Le ministre de l’Agro-industrie Satish Faugoo a réclamé hier après-midi une réflexion sur le secteur sucre car la production continue de baisser malgré les mesures prises ces dernières années pour l’augmenter et réduire les coûts. C’était lors de l’assemblée générale annuelle de la Mauritius Cooperative Agricultural Federation au Rajiv Gandhi Science Centre à Bell-Village. En outre, M. Faugoo a souhaité la mise en place d’une équipe spécialisée pour étudier des mesures novatrices en faveur de cette industrie.
« Si nous voulons faire progresser le secteur sucre, nous devons changer notre façon de travailler et de persévérer », a lancé Satish Faugoo aux nombreux agriculteurs présents en insistant pour que les assemblées générales annuelles ne deviennent pas un exercice de routine. Le ministre de l’Agro-industrie a ainsi indiqué que la production de sucre a baissé en 2012 pour atteindre 409 200 tonnes contre 435 309 tonnes en 2011 et 456 662 tonnes en 2010. « Malgré les mesures prises par le gouvernement et la réforme de l’industrie sucrière, les chiffres de la production de sucre de 2010 à 2011 parlent d’eux-mêmes. Quelle est la marche à suivre et comment faire pour renverser la vapeur ? » s’est-il interrogé.

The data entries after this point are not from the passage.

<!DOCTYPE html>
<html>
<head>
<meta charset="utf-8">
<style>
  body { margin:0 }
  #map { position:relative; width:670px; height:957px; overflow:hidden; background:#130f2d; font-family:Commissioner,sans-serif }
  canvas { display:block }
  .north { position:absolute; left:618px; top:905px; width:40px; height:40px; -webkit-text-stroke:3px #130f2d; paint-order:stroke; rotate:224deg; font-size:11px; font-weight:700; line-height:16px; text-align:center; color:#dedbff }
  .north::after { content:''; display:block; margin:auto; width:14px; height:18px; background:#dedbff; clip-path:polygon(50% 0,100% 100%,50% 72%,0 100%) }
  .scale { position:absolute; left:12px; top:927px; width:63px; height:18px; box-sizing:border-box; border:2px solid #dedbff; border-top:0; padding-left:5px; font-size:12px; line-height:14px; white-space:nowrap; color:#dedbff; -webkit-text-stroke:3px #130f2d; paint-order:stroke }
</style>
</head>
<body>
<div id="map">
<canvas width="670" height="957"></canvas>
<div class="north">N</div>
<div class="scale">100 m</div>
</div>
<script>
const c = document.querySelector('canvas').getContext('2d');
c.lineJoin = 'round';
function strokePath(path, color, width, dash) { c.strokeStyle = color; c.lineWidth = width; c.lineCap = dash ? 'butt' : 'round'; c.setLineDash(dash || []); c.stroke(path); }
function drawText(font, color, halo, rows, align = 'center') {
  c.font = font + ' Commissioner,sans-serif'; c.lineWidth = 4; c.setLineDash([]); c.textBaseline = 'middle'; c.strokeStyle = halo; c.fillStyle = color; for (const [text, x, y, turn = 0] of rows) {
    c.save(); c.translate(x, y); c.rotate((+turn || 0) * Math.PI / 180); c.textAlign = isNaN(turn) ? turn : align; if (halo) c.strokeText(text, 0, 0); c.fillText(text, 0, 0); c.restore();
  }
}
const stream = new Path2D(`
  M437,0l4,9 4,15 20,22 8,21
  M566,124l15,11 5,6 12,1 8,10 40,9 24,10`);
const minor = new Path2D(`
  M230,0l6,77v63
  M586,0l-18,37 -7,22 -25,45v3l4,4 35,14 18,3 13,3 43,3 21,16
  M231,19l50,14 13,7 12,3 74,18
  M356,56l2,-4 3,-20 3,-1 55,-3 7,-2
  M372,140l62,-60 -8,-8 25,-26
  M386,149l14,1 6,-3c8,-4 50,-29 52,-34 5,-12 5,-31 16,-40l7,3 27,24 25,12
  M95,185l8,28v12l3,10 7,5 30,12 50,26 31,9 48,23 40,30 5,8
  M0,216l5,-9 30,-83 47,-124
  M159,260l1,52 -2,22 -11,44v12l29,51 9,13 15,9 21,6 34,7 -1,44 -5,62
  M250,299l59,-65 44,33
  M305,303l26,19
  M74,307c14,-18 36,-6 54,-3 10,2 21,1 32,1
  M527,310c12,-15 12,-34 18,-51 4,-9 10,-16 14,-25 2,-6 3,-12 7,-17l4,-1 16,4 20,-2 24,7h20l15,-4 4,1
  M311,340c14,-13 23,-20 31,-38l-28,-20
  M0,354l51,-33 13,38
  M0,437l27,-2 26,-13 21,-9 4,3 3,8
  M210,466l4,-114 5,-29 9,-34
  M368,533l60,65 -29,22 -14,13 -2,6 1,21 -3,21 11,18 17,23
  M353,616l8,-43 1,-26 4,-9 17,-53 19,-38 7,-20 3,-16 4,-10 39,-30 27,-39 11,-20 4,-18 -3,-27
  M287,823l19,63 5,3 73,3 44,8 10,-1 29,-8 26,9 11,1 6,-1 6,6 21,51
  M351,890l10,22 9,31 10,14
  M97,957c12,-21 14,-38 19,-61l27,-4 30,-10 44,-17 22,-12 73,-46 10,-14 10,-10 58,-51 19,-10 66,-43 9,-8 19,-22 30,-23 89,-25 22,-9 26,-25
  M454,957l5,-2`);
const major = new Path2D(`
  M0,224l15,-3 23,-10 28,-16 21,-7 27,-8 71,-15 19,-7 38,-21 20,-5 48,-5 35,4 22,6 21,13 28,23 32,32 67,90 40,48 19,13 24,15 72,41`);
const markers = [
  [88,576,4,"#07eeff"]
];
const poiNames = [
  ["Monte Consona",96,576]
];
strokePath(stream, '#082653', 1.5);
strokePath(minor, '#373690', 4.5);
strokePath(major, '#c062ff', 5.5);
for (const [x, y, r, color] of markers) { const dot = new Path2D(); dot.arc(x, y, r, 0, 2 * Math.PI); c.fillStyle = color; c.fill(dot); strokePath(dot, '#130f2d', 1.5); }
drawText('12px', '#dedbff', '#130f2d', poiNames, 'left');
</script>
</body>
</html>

Selon Satish Faugoo, cette industrie est confrontée à de nouveaux défis que sont la baisse de 36 % du prix du sucre sur le marché européen, le manque de main-d’oeuvre, la crise dans la zone euro, la crise alimentaire, les changements climatiques et l’imposition d’un éventuel quota qui se profile à l’horizon, entre autres. « Si nous continuons dans la même voie, nous n’irons pas loin… La crise en Europe a eu des répercussions à Maurice. Il nous faut un road map pour tracer la voie à suivre », a-t-il dit.
Selon le ministre, la canne à sucre a encore son importance à Maurice en citant les nombreuses mesures prises pour dynamiser le secteur. Parmi : la réduction de 50 % des primes du Sugar Insurance Fund Board (SIFB), l’avance de 80 % sur les revenus, la subvention de Rs 40 millions sur le compost et le programme d’épierrage des terres (FORIP). Il a, par ailleurs, demandé aux sociétés coopératives d’innover, autrement « vous risquez de disparaître ».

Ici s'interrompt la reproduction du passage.